"Yes."
I looked around. Certain Fringe Worlders believed their ancestors remained participants in their lives — ghosts who walked beside them unseen. The living would leave an empty seat at dinner so great-great-grandma could sit among them; and on Sitz, they took water spritzers with them into the bath, to squirt phantom uncles who might sneak in for a peek. Did Oar believe the same thing? I could think of no tactful way to ask. Oar was easy enough to offend without opening the topic of religion.
"Why don't you give me a tour?" I suggested. "Show me the things I should see."

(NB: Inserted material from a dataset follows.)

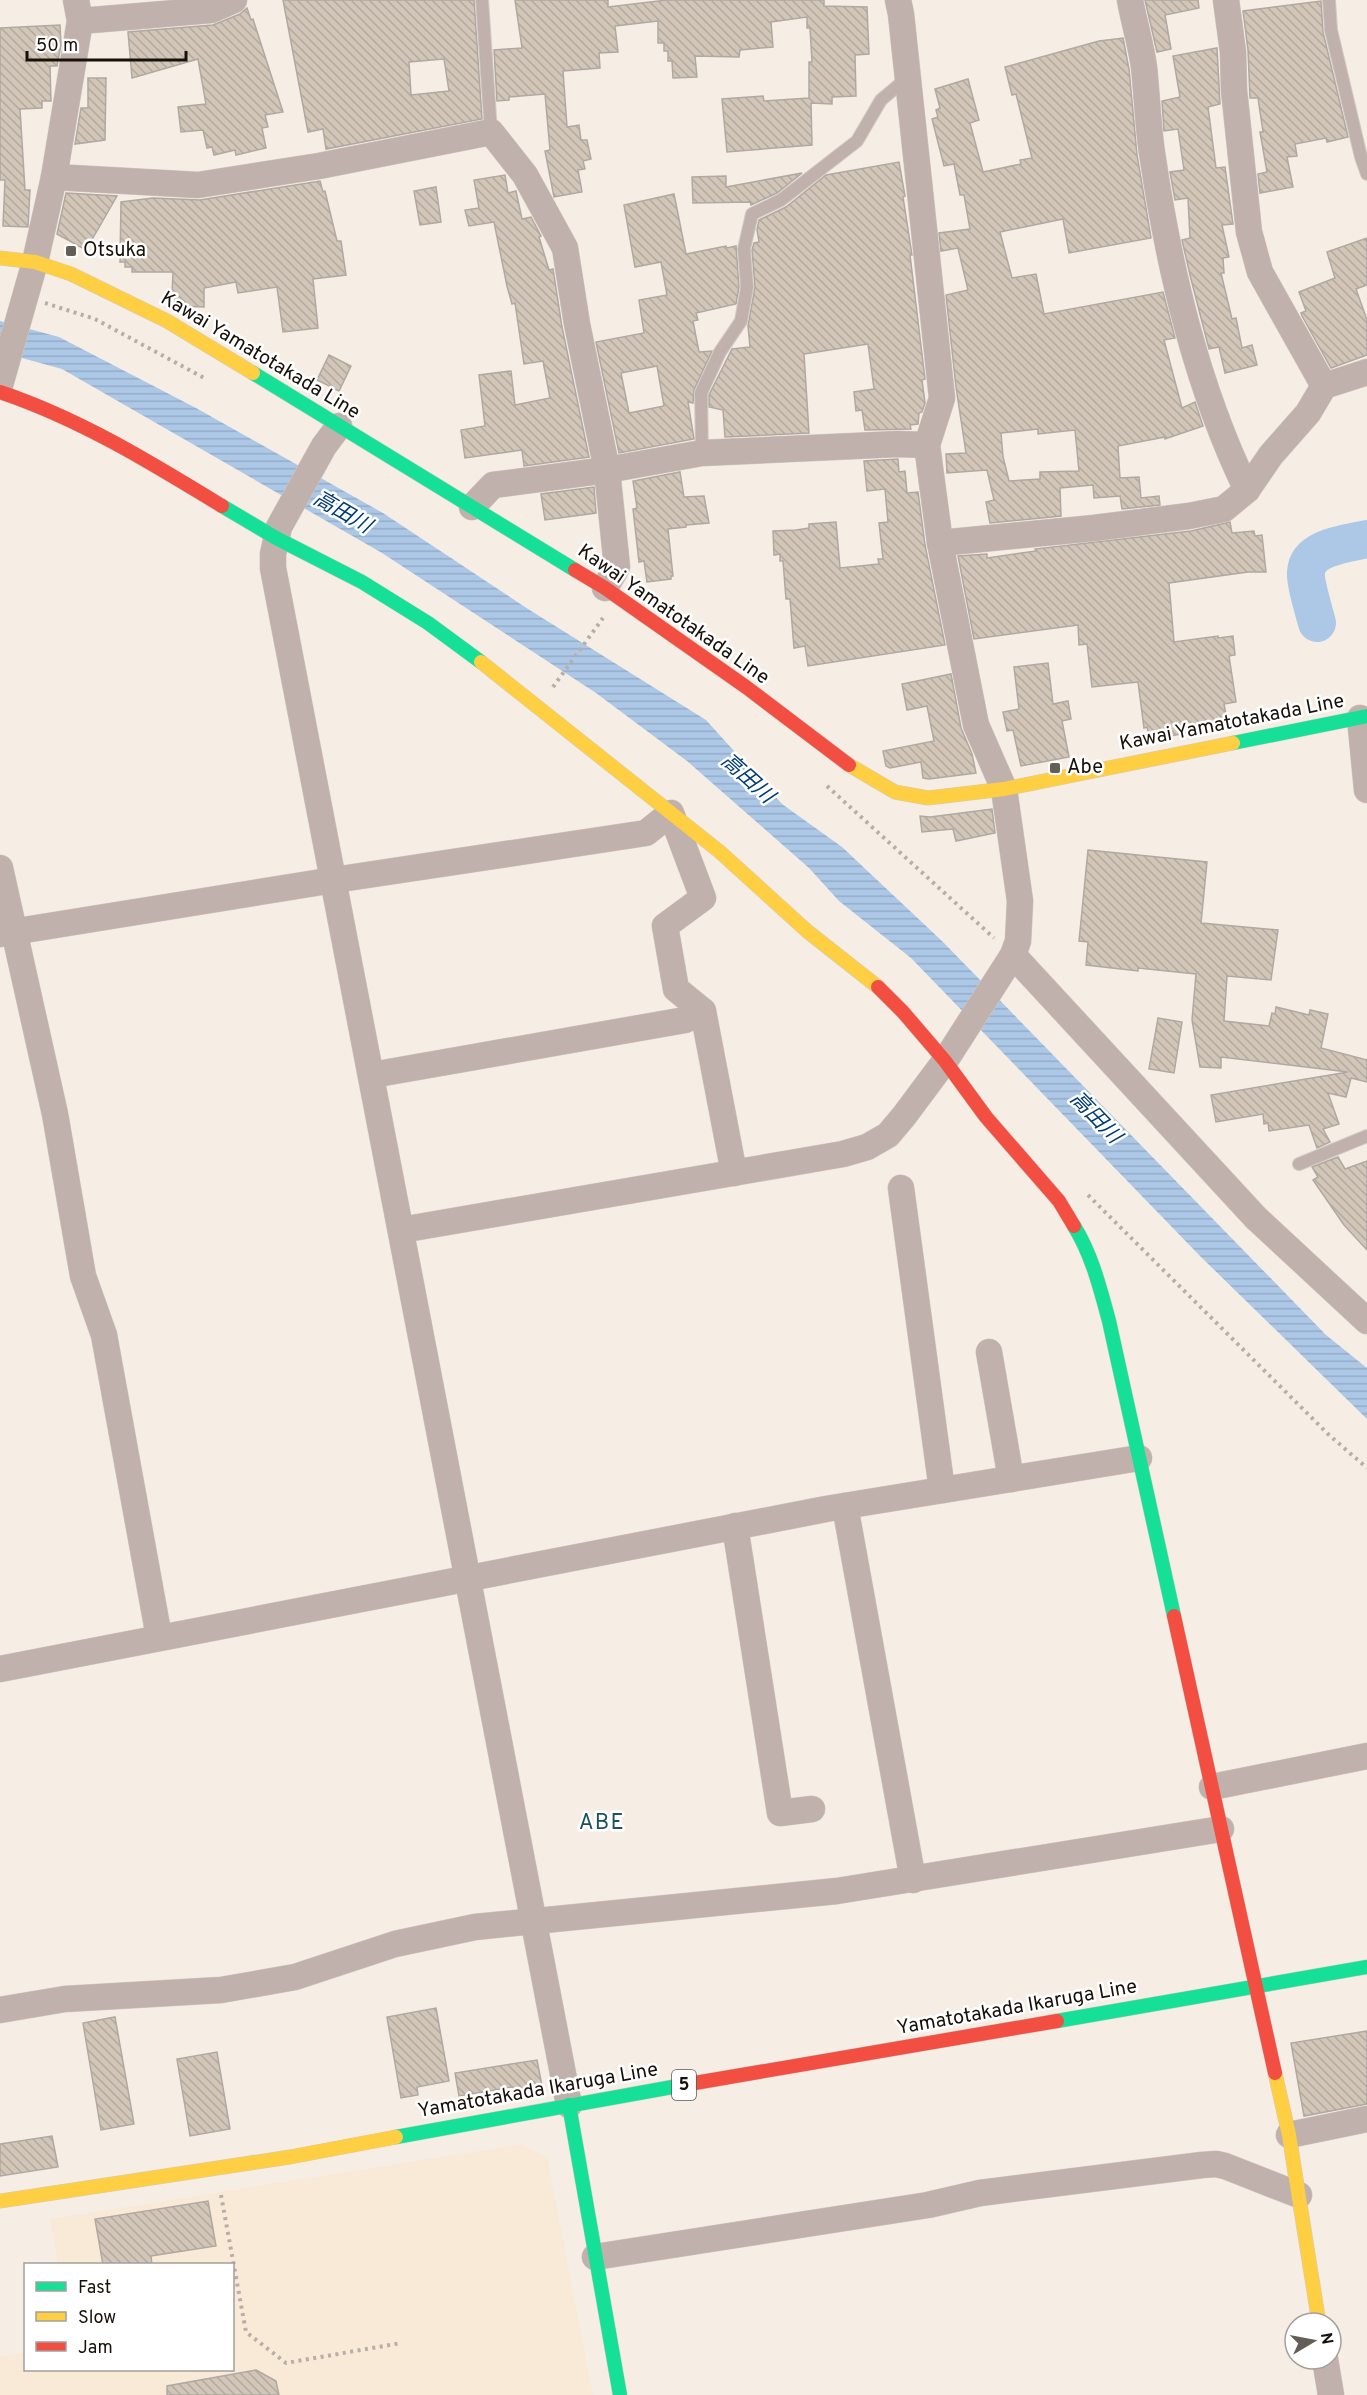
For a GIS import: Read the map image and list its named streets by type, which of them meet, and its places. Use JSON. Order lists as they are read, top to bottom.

"You should see everything, Festina. And I will show you everything."
I nodded and put on a smile. Mentally, I reviewed my repertoire of facile compliments for all occasions — enthusing about architecture and other curios did not come naturally to me. Entertainment bubbles may portray Explorers as zealous to investigate alien cultures, but that wasn't our job; we only established a secure foothold, after which the Fleet unloaded an army of xeno-ethnologists to do the true fieldwork. Right now, Oar's tour was a chore, one more job between me and thinking about…
I had killed Yarrun.
I had watched Chee die.
"Lead on," I told Oar. "I'm sure I'll enjoy this."
Food
"This makes food," Oar said.
We stood in a one-storey blockhouse, not far from the access port where I had entered the city. The blockhouse consisted of a single room, with no furniture, no decorations… just a single glass pillar in the center of the floor, as thick as the trunk of a redwood. The surface was smooth, but dusty — all except a spotlessly clean niche half a meter deep, cut into the pillar at waist height.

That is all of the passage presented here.